God’s Word for You
1 Corinthians 7:39-40 She is free to marry
by Pastor Timothy Smith on Wednesday, February 15, 2023
39 A wife is bound to her husband as long as he lives. But if the husband dies, she is free to marry anyone she wants, only in the Lord. 40 But in my judgment she is more blessed if she remains as she is. And I think that I too have the Spirit of God.
Paul concludes this chapter about marriage by describing what will always be the end of marriage for one spouse: the death of the other (he also talks about this in Romans 7:2-3). In most cases in our present culture the husband will die first, because women today as in Paul’s day tend to live longer. But marriage is a blessing for this lifetime, and when it ends with a death, the widow is free to marry again if she wants to.
Paul adds “only in the Lord” here.

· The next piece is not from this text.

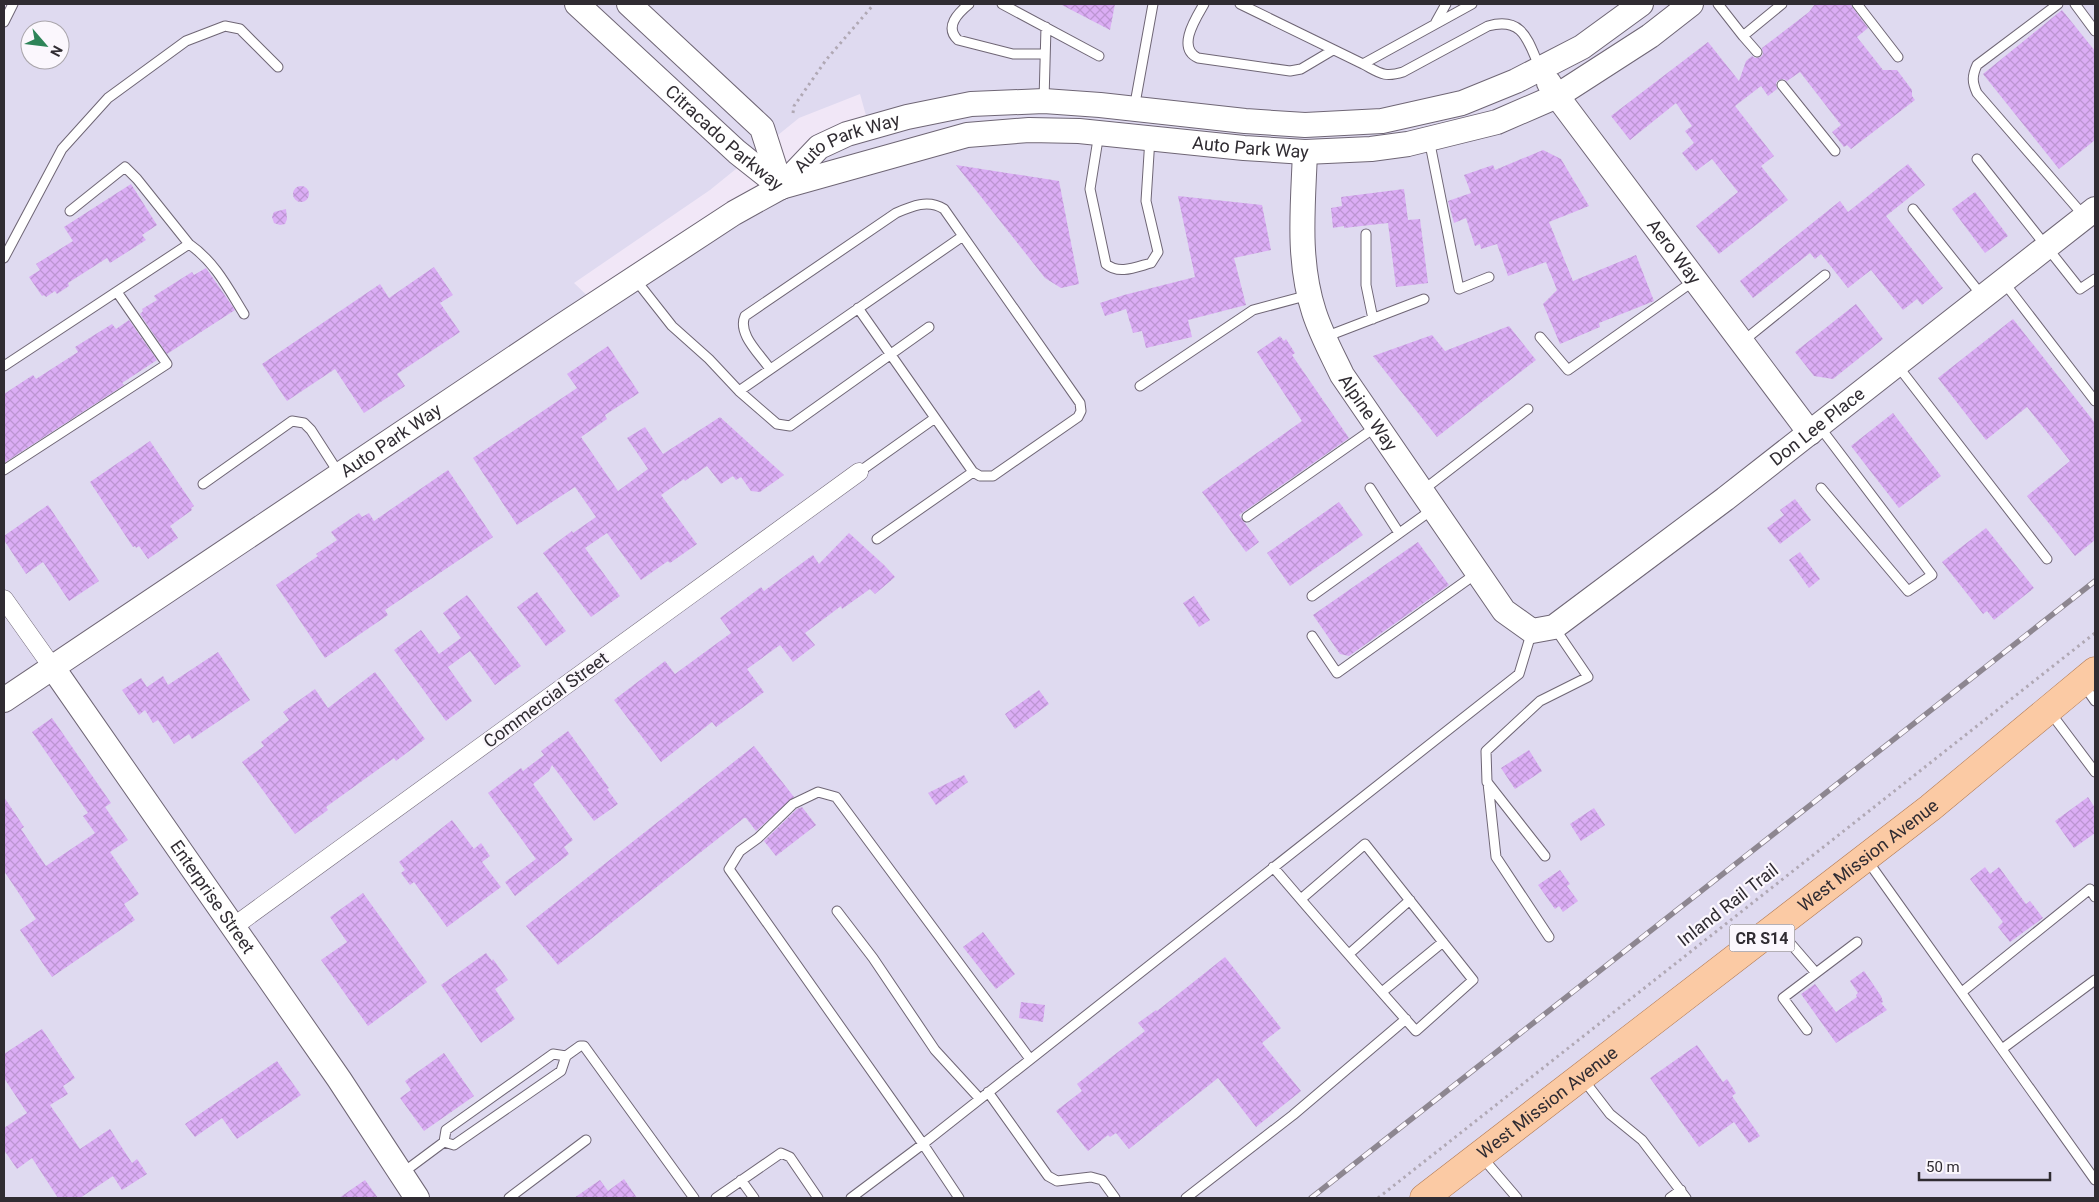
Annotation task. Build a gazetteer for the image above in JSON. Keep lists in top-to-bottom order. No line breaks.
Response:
{"streets":{"main road":["Citracado Parkway","Auto Park Way","Aero Way","Alpine Way","Don Lee Place","West Mission Avenue","Enterprise Street","CR S14"],"street":["Commercial Street"],"path":["Inland Rail Trail"]},"crossings":[["Citracado Parkway","Auto Park Way"],["Auto Park Way","Aero Way"],["Auto Park Way","Alpine Way"],["Auto Park Way","Enterprise Street"],["Aero Way","Don Lee Place"],["Alpine Way","Don Lee Place"],["Commercial Street","Enterprise Street"]],"scale_bar":"50 m","north":"bottom right"}
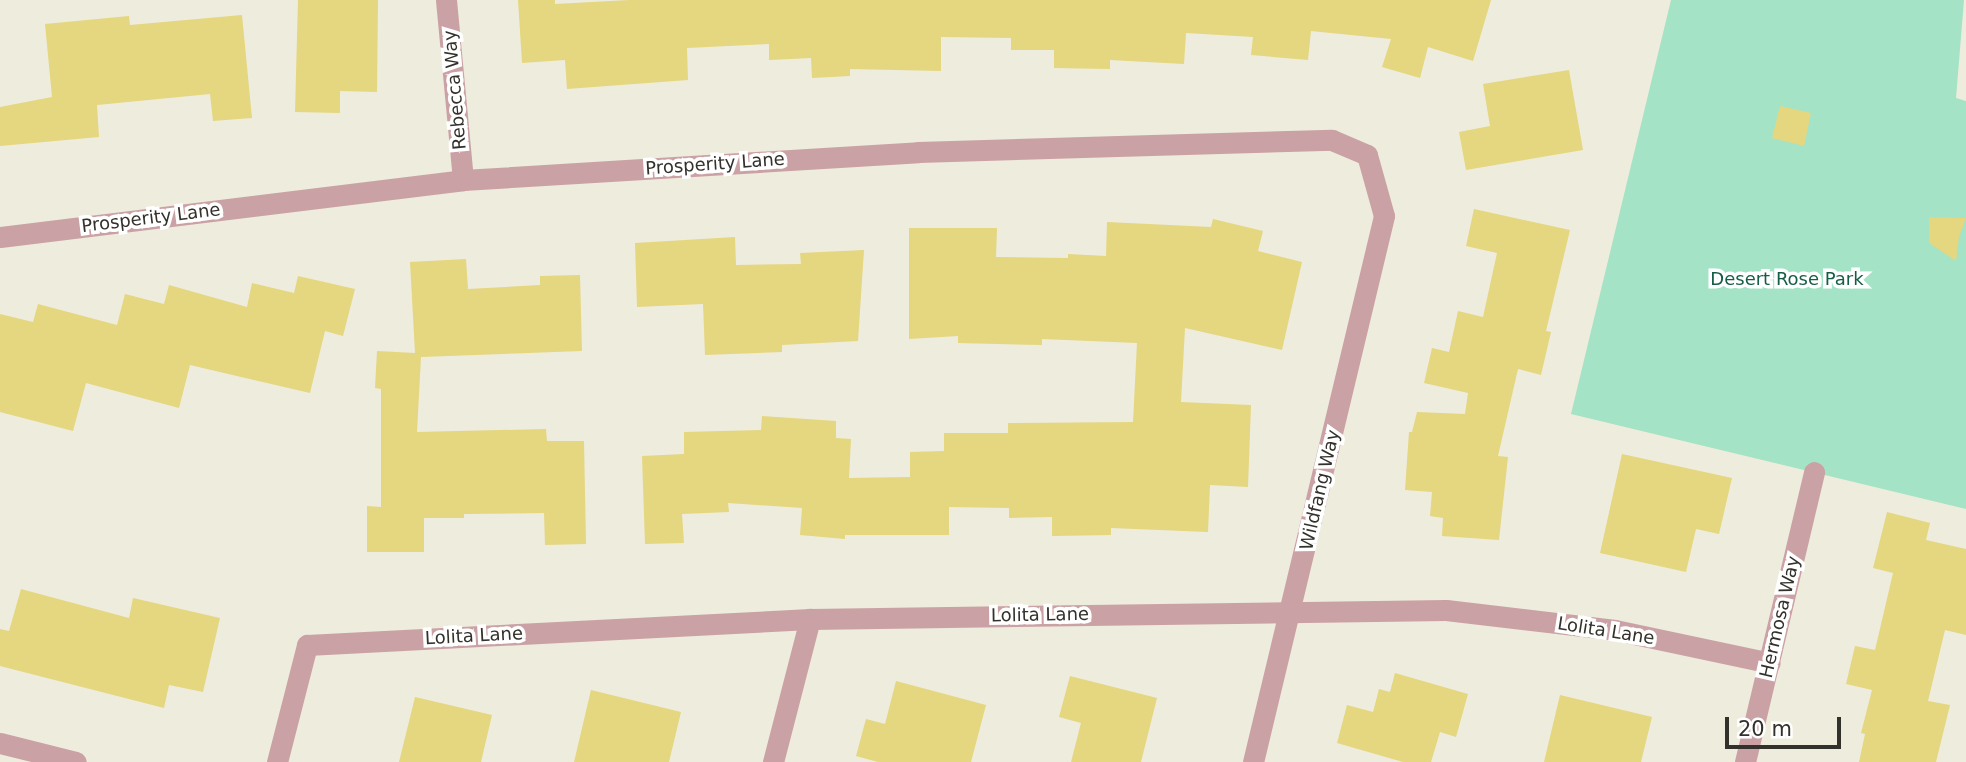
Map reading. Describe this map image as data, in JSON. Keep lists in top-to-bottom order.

He means that a Christian widow will be wise if she chooses her second husband from among the unmarried men or widowers in the church, so that they will share their faith and so that her new husband will not object if part of her time is spent helping with the affairs of the church. Even in Paul’s time there were details to be seen to that the women were better at than the men, and the same is usually true today. Some of these duties require no special gifts, but certain women like Tabitha (Acts 9:39) have amazing talents that they share with the church. But “only in the Lord” could also mean “in a Christian way,” that is, with the Lord’s blessing, since there could certainly be cases where a Christian widow might want to marry a man who is not a Christian. It is going too far to insist that 2 Corinthians 6:14, “Do not be yoked together with unbelievers,” must apply to marriage, since that passage is clearly about the work of the church and fellowship in worship and church work. But (if I may borrow Paul’s phrase) in my judgment, I think she is better off if she marries a Christian man.
Paul’s conclusion is that she would be “more blessed” (this is the word from the Sermon on the Mount, “Blessed are…,” Matthew 5:3-11) if she remains as she is if she can. This means, if she remains a widow and does not get married again. A widow is in a far better position in life to judge whether she could remain unmarried for the rest of her life than, say, a girl in her teens or twenties, when nuns make their choices. Luther’s own caution is well worth listening to, since he himself was a man who had been a monk and a priest and who married a woman who had been a nun. They both left their orders for theological reasons, but they found that since marriage was truly open to them, that it would be wise to marry and set a good example for monks, priests, nuns, and abbesses everywhere. Luther said:
“No one is created for chastity, but we are all born to beget children and carry the burdens of married life, according to Gen. 1, 2, and 3. Now, if someone should not suffer from this necessity, he would be the exception solely by the grace and the miraculous hand of God, not because of command, vow, or intent. Where God does not effect this, it may be attempted, but it will come to no good end. Therefore they are nothing but abominable murderers of souls who put young people into monasteries and nunneries and keep them there by force, as though chastity were something that could be put on and off like a shoe and something that is in our hand. Meanwhile they themselves take quite a different view and drive others to attempt what they have never even raised their little finger to attempt or would not be able to. It is easy to say: ‘Be chaste,’ but why are you not chaste? It is great for you to eat like a pig and drink like a horse while telling me to fast! But enough said for those who are willing to listen. And what more can one say to those who will not listen? May God enlighten them or prevent them from strangling souls in this fashion! Amen.” (LW 28:55)
When Paul says, “And I think that I too have the Spirit of God,” he is making an understatement. They had asked him a question, or more than one, about marriage, and he gave them his answer relating to every aspect of marriage. He didn’t do this as a lawgiver, although the human mind prefers laws and rules. We want to say, “Just tell me if I can or can’t” but then we want to follow with, “But can we make an exception in my case?” This is the way of the fallen human flesh. Instead, Paul has expressed himself clearly in each case: “It would be better to remain single… but they are not sinning if they marry.” Paul acknowledges that there are external circumstances that make remaining single to be preferred (“the present distress,” verse 26), and there are circumstances that make getting married to be preferred (“because there is so much sexual immorality,” verse 2). There are also internal things that make being single a better (but not the only) option: “I want to spare you many troubles” (verse 28) and “I want you to be free of concern” (verse 32). But there are other internal things that make being married the better choice: “It is better to marry than to burn with passion” (verse 9). So Paul’s sanctified and divinely inspired judgment is this: Consider your faith in Jesus with everything that you do. Think about your own circumstances. Will being married be good for you and for your faith? Will it remove a lifelong temptation and struggle over sex and place it in a godly context? Or do you perhaps have the rare, almost non-existent gift, to be single? Especially if you are a little older, and have already been married? Then being single might be something you can continue in, a path that will lead you to new service in the kingdom of God.